‘Simple’ search options

8. ‘Simple’ search options#

On this page

Learn about constructing searches in Trove, including the use of indexes and facets. Includes a variety of tips and tricks, focusing on undocumented or potentially confusing aspects of the Trove search system.

8.1. Simple search isn’t!#

The Trove web interface distinguishes between ‘Advanced’ and ‘Simple’ search. This is a bit misleading as you can construct complex queries using either. ‘Advanced’ search really just adds a structured interface over the ‘Simple’ search options. This Guide focuses on using ‘Simple’ search because it gives you more control, exposes more of the workings of the search index, and its queries can be easily translated to work with the Trove API.

See Constructing a complex search query in the Trove help system for an introduction to:

boolean searches (use AND, OR, and NOT to combine search terms)
phrase searches
proximity searches (specify the number of words that can appear between search terms)
some of the available indexes

It can also be useful to poke around the Solr query parser documentation. Solr is the indexing software used by Trove, so many of the query formats described will work in Trove.
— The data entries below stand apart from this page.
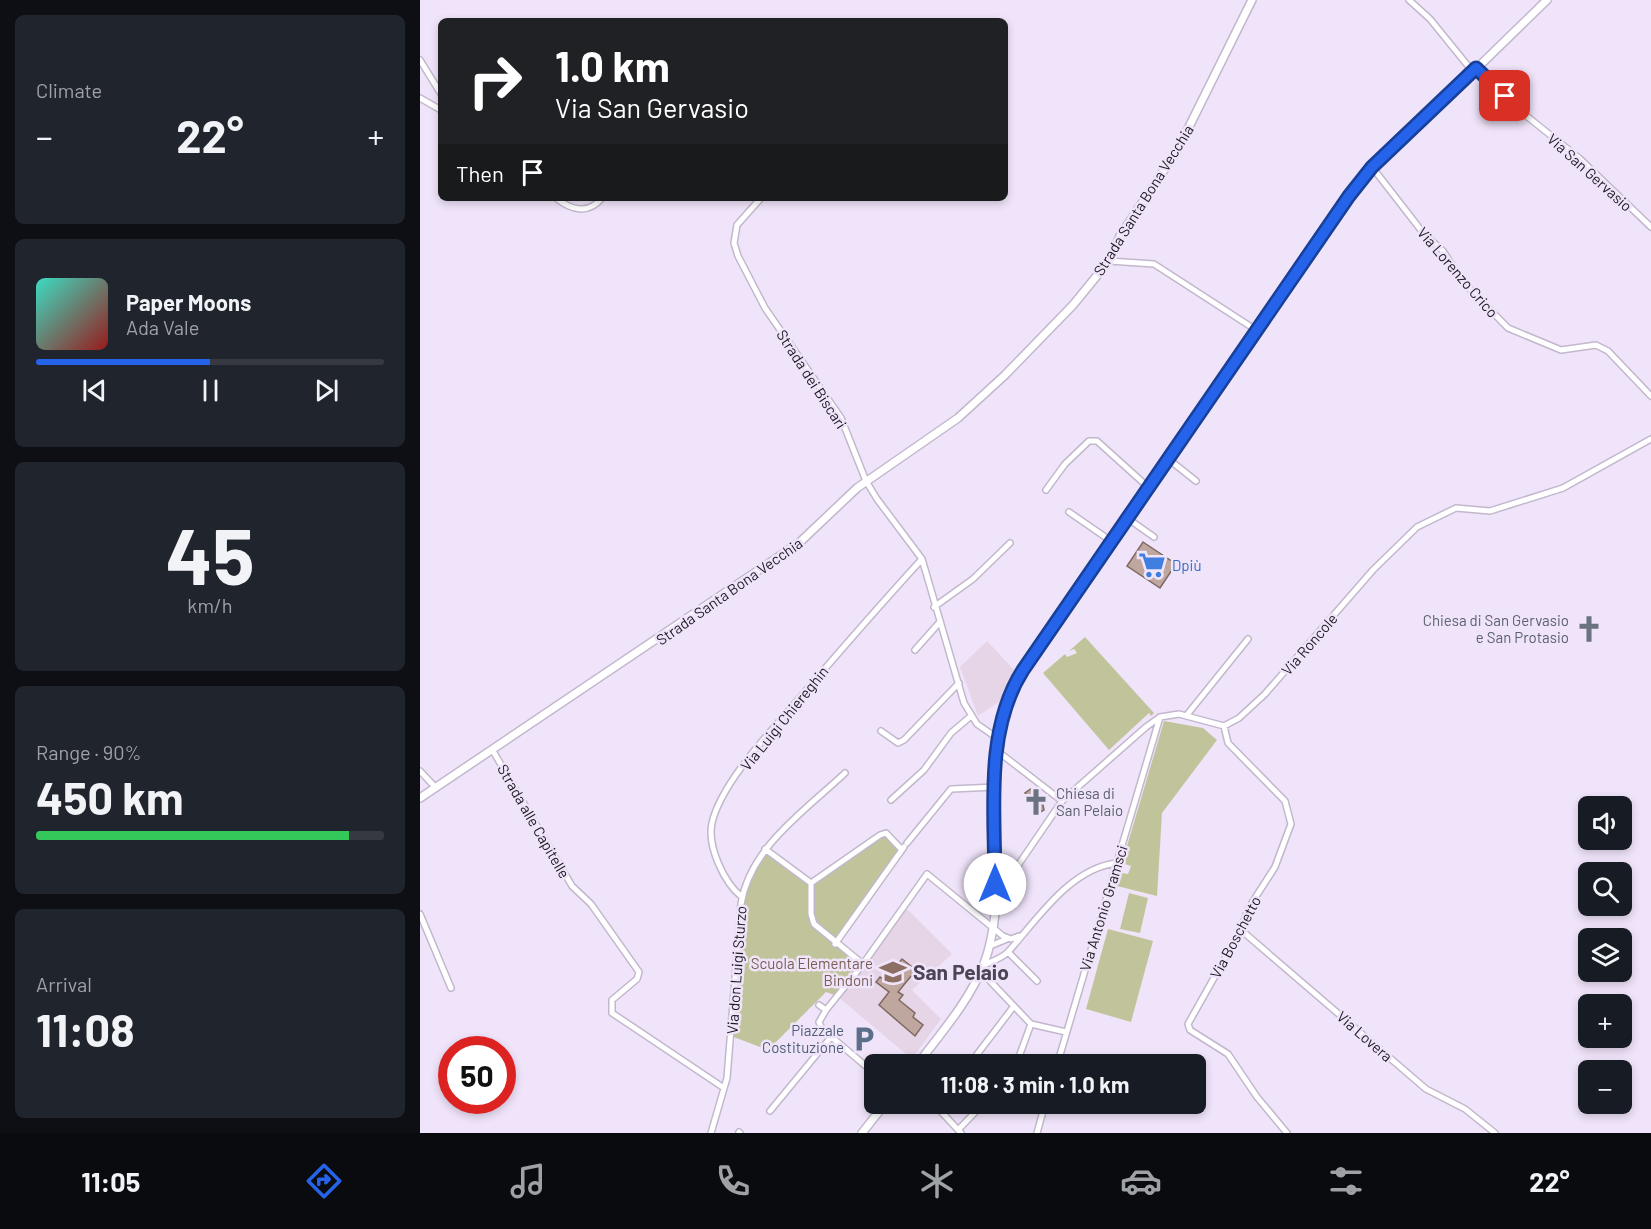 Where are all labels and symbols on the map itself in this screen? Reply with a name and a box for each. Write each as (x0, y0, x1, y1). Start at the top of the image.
pin (1479, 70, 1530, 121)
street label: Strada Santa Bona Vecchia (1089, 121, 1197, 279)
street label: Via San Gervasio (1544, 129, 1636, 215)
street label: Via Lorenzo Crico (1414, 223, 1502, 321)
street label: Strada dei Biscari (773, 326, 851, 432)
street label: Strada Santa Bona Vecchia (652, 534, 806, 648)
supermarket icon: Dpiù (1137, 550, 1167, 580)
place label: Dpiù (1172, 556, 1201, 574)
street label: Via Roncole (1277, 609, 1341, 679)
place label: Chiesa di San Gervasio e San Protasio (1423, 611, 1569, 646)
church icon: Chiesa di San Gervasio e San Protasio (1574, 614, 1604, 644)
street label: Via Luigi Chiereghin (736, 662, 832, 774)
street label: Strada alle Capitelle (494, 761, 574, 881)
place label: Chiesa di San Pelaio (1056, 784, 1123, 819)
church icon: Chiesa di San Pelaio (1021, 787, 1051, 817)
street label: Via Antonio Gramsci (1075, 843, 1131, 973)
position arrow (963, 852, 1027, 916)
street label: Via Boschetto (1206, 893, 1264, 981)
street label: Via don Luigi Sturzo (723, 905, 749, 1035)
place label: Scuola Elementare Bindoni (751, 954, 873, 989)
school or university icon: Scuola Elementare Bindoni (878, 957, 908, 987)
district label: San Pelaio (913, 959, 1009, 984)
street label: Via Lovera (1334, 1007, 1396, 1065)
place label: Piazzale Costituzione (762, 1021, 844, 1056)
parking icon: Piazzale Costituzione (849, 1024, 879, 1054)
speed limit sign: 50 (438, 1036, 516, 1114)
Below you’ll find information on some of the undocumented and potentially confusing aspects of Trove search.

8.2. De-fuzzify your searches #

By default, Trove adds a bit of fuzziness to your searches to try and ensure you get back some useful results. This includes:

stemming of your search terms (this reduces words to their base form, for example computer becomes comput matching ‘compute’, ‘computer’, ‘computing’ etc)
allowing extra words in phrases (this is to match across line breaks where words are hyphenated)
searching both full text (where available) and user-generated tags and comments

It’s possible to modify some of these settings by changing the format of your query. Here are some examples using a single search term:

Table 8.1 De-fuzzify keyword searches#
Query	Results	Explanation
`hobart`	5,892,614	Searches article text, tags & comments (some fuzziness, terms are stemmed)
`hobart*`	5,964,555	Searches article text, tags & comments (more fuzziness, wildcard matches zero or more characters)
`text:hobart`	5,605,604	Searches article text only (exact match, ignores tags & comments)
`title:hobart`	720,316	Searches headlines only

Similarly you can adjust the fuzziness of phrase searches.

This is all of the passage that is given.